(Collected data)
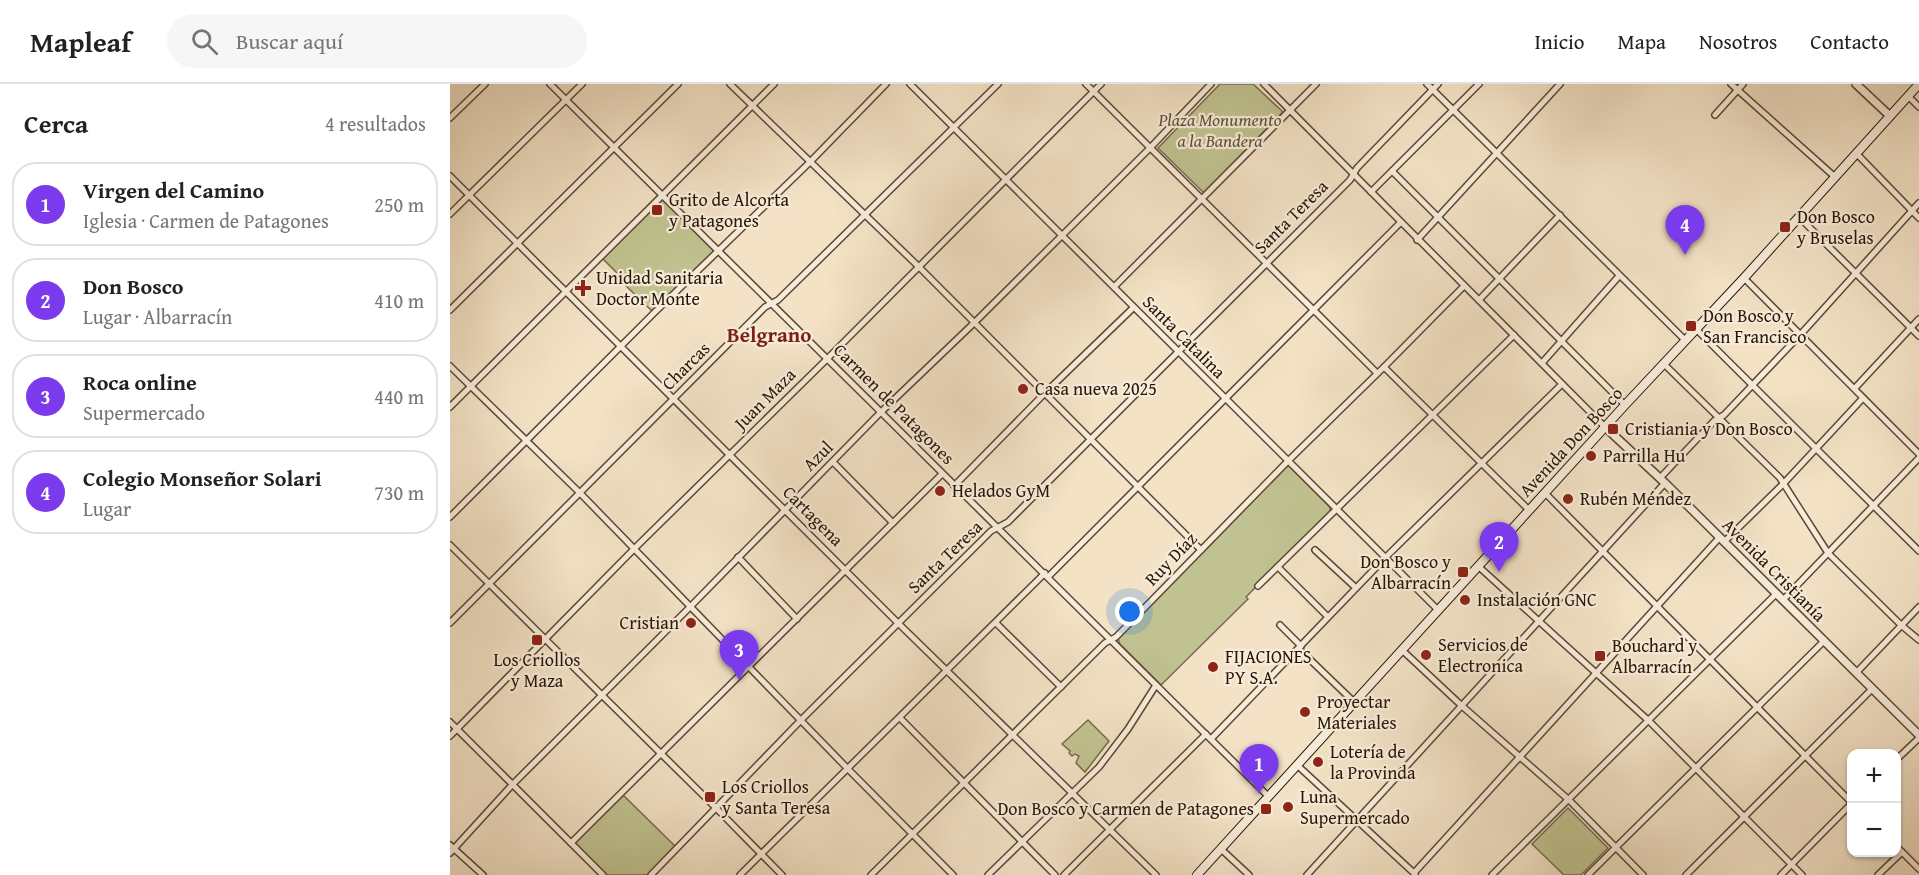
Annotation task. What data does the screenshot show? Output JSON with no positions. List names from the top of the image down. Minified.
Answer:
{"streets":{"main road":["Avenida Don Bosco"],"street":["Santa Teresa","Santa Catalina","Charcas","Juan Maza","Carmen de Patagones","Azul","Cartagena","Ruy Díaz","Avenida Cristianía"]},"crossings":[["Santa Teresa","Santa Catalina"],["Santa Teresa","Carmen de Patagones"],["Santa Teresa","Cartagena"],["Santa Catalina","Charcas"],["Santa Catalina","Juan Maza"],["Santa Catalina","Avenida Don Bosco"],["Santa Catalina","Azul"],["Santa Catalina","Ruy Díaz"],["Charcas","Carmen de Patagones"],["Charcas","Cartagena"],["Juan Maza","Carmen de Patagones"],["Juan Maza","Cartagena"],["Carmen de Patagones","Avenida Don Bosco"],["Carmen de Patagones","Azul"],["Carmen de Patagones","Ruy Díaz"],["Avenida Don Bosco","Avenida Cristianía"],["Azul","Cartagena"],["Cartagena","Ruy Díaz"]],"districts":["Belgrano"],"parks":["Plaza Monumento a la Bandera"],"places":{"transit":["Grito de Alcorta y Patagones","Don Bosco y Bruselas","Don Bosco y San Francisco","Cristiania y Don Bosco","Don Bosco y Albarracín","Los Criollos y Maza","Bouchard y Albarracín","Los Criollos y Santa Teresa","Don Bosco y Carmen de Patagones"],"health":["Unidad Sanitaria Doctor Monte"],"other":["Casa nueva 2025","Parrilla Hu","Helados GyM","Rubén Méndez","Instalación GNC","Cristian","Servicios de Electronica","FIJACIONES PY S.A.","Proyectar Materiales","Lotería de la Provinda","Luna Supermercado"]},"page":{"header":"Mapleaf","search":"Buscar aquí","nav":["Inicio","Mapa","Nosotros","Contacto"],"heading":["Cerca","4 resultados"],"list":[{"mark":"1","name":"Virgen del Camino","note":"Iglesia · Carmen de Patagones","value":"250 m"},{"mark":"2","name":"Don Bosco","note":"Lugar · Albarracín","value":"410 m"},{"mark":"3","name":"Roca online","note":"Supermercado","value":"440 m"},{"mark":"4","name":"Colegio Monseñor Solari","note":"Lugar","value":"730 m"}],"pins":["4","2","3","1"],"map_buttons":["+","−"]}}
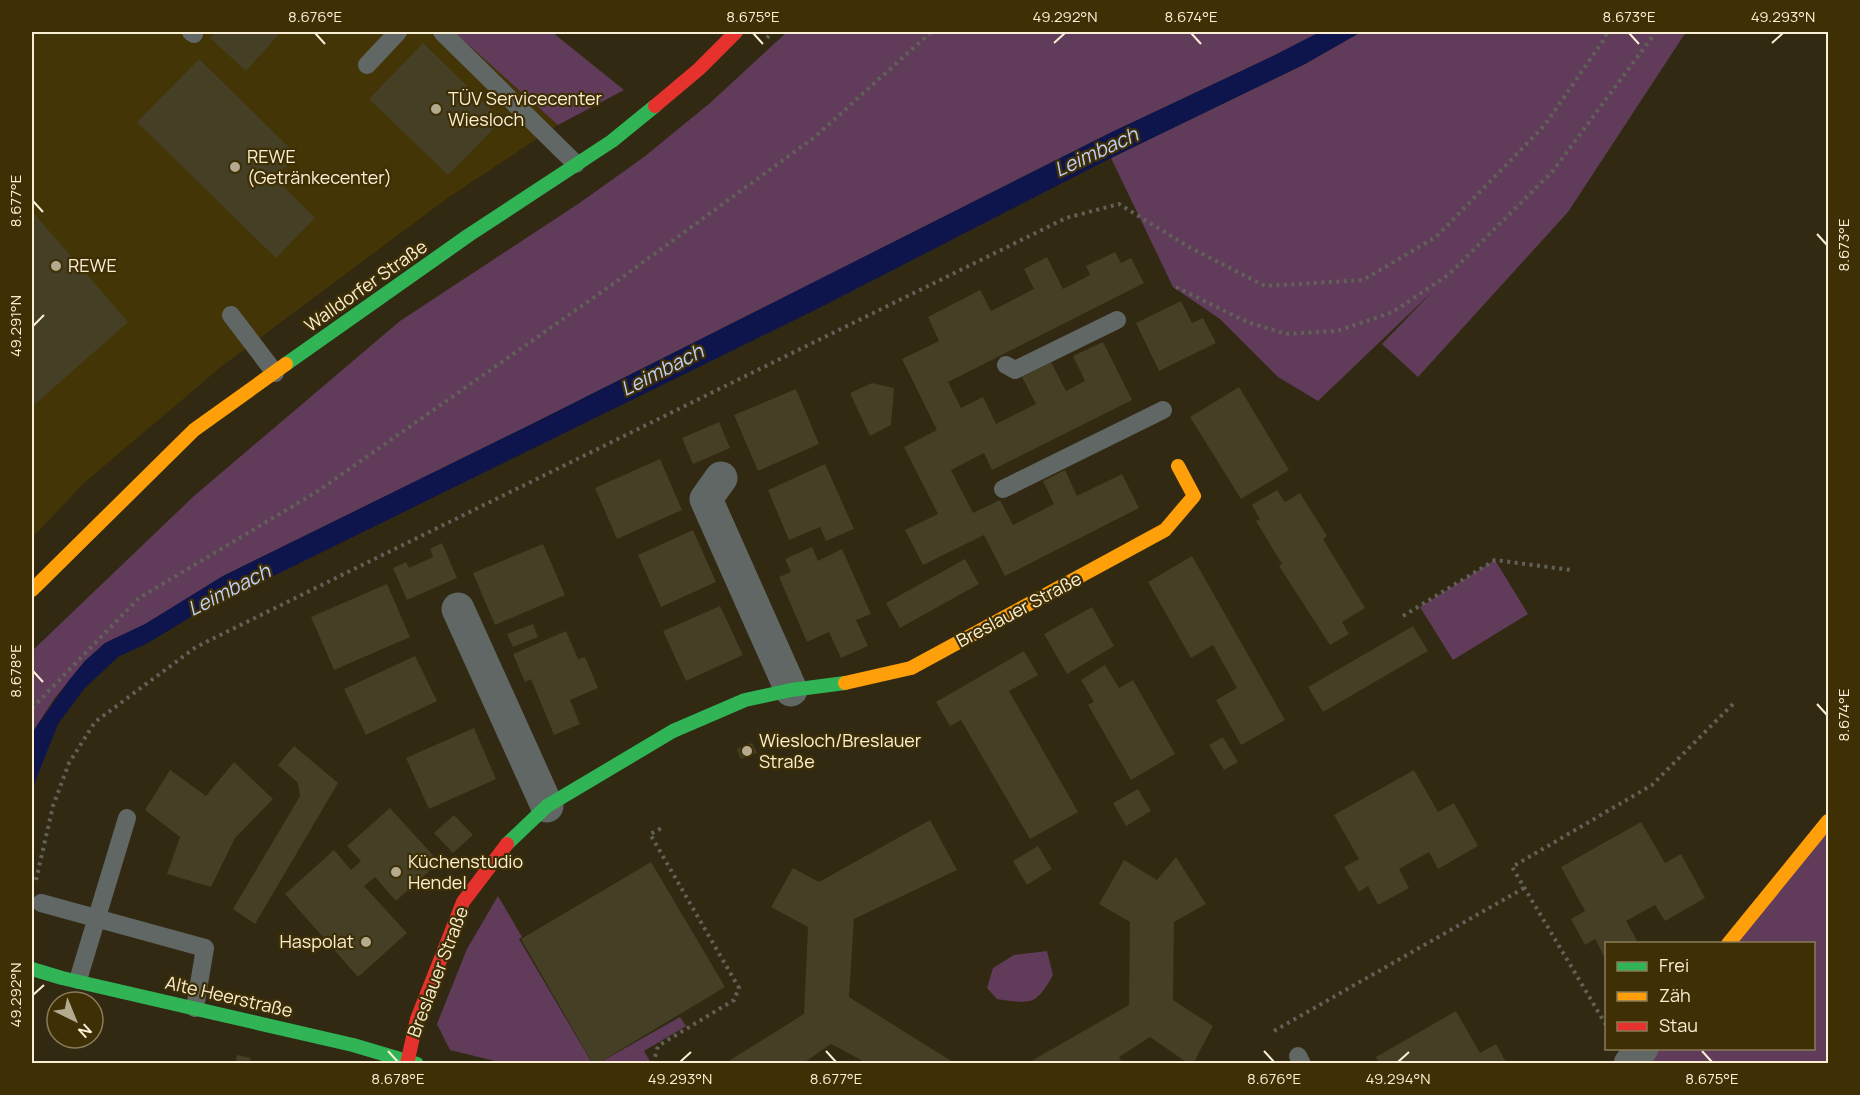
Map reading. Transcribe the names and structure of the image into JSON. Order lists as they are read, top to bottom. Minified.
{"streets":{"street":["Walldorfer Straße","Breslauer Straße","Alte Heerstraße"]},"crossings":[["Breslauer Straße","Alte Heerstraße"]],"water":["Leimbach"],"places":["TÜV Servicecenter Wiesloch","REWE (Getränkecenter)","REWE","Wiesloch/Breslauer Straße","Küchenstudio Hendel","Haspolat"],"legend":["Frei","Zäh","Stau"],"north":"bottom right","coordinates":["8.676°E","8.675°E","49.292°N","8.674°E","8.673°E","49.293°N","8.677°E","49.291°N","8.678°E","49.294°N"]}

- Exercise -
Output each line above exactly as it stands, omitting the pictures.

- Solved exercise -
Annotation task. What data does the screenshot show? Output JSON with no positions. List names from the top of the image down. Minified.
Answer:
{"streets":{"main road":["Avenida Don Bosco"],"street":["Santa Teresa","Santa Catalina","Charcas","Juan Maza","Carmen de Patagones","Azul","Cartagena","Ruy Díaz","Avenida Cristianía"]},"crossings":[["Santa Teresa","Santa Catalina"],["Santa Teresa","Carmen de Patagones"],["Santa Teresa","Cartagena"],["Santa Catalina","Charcas"],["Santa Catalina","Juan Maza"],["Santa Catalina","Avenida Don Bosco"],["Santa Catalina","Azul"],["Santa Catalina","Ruy Díaz"],["Charcas","Carmen de Patagones"],["Charcas","Cartagena"],["Juan Maza","Carmen de Patagones"],["Juan Maza","Cartagena"],["Carmen de Patagones","Avenida Don Bosco"],["Carmen de Patagones","Azul"],["Carmen de Patagones","Ruy Díaz"],["Avenida Don Bosco","Avenida Cristianía"],["Azul","Cartagena"],["Cartagena","Ruy Díaz"]],"districts":["Belgrano"],"parks":["Plaza Monumento a la Bandera"],"places":{"transit":["Grito de Alcorta y Patagones","Don Bosco y Bruselas","Don Bosco y San Francisco","Cristiania y Don Bosco","Don Bosco y Albarracín","Los Criollos y Maza","Bouchard y Albarracín","Los Criollos y Santa Teresa","Don Bosco y Carmen de Patagones"],"health":["Unidad Sanitaria Doctor Monte"],"other":["Casa nueva 2025","Parrilla Hu","Helados GyM","Rubén Méndez","Instalación GNC","Cristian","Servicios de Electronica","FIJACIONES PY S.A.","Proyectar Materiales","Lotería de la Provinda","Luna Supermercado"]},"page":{"header":"Mapleaf","search":"Buscar aquí","nav":["Inicio","Mapa","Nosotros","Contacto"],"heading":["Cerca","4 resultados"],"list":[{"mark":"1","name":"Virgen del Camino","note":"Iglesia · Carmen de Patagones","value":"250 m"},{"mark":"2","name":"Don Bosco","note":"Lugar · Albarracín","value":"410 m"},{"mark":"3","name":"Roca online","note":"Supermercado","value":"440 m"},{"mark":"4","name":"Colegio Monseñor Solari","note":"Lugar","value":"730 m"}],"pins":["4","2","3","1"],"map_buttons":["+","−"]}}
Map reading. Transcribe the names and structure of the image into JSON. Order lists as they are read, top to bottom. Minified.
{"streets":{"street":["Walldorfer Straße","Breslauer Straße","Alte Heerstraße"]},"crossings":[["Breslauer Straße","Alte Heerstraße"]],"water":["Leimbach"],"places":["TÜV Servicecenter Wiesloch","REWE (Getränkecenter)","REWE","Wiesloch/Breslauer Straße","Küchenstudio Hendel","Haspolat"],"legend":["Frei","Zäh","Stau"],"north":"bottom right","coordinates":["8.676°E","8.675°E","49.292°N","8.674°E","8.673°E","49.293°N","8.677°E","49.291°N","8.678°E","49.294°N"]}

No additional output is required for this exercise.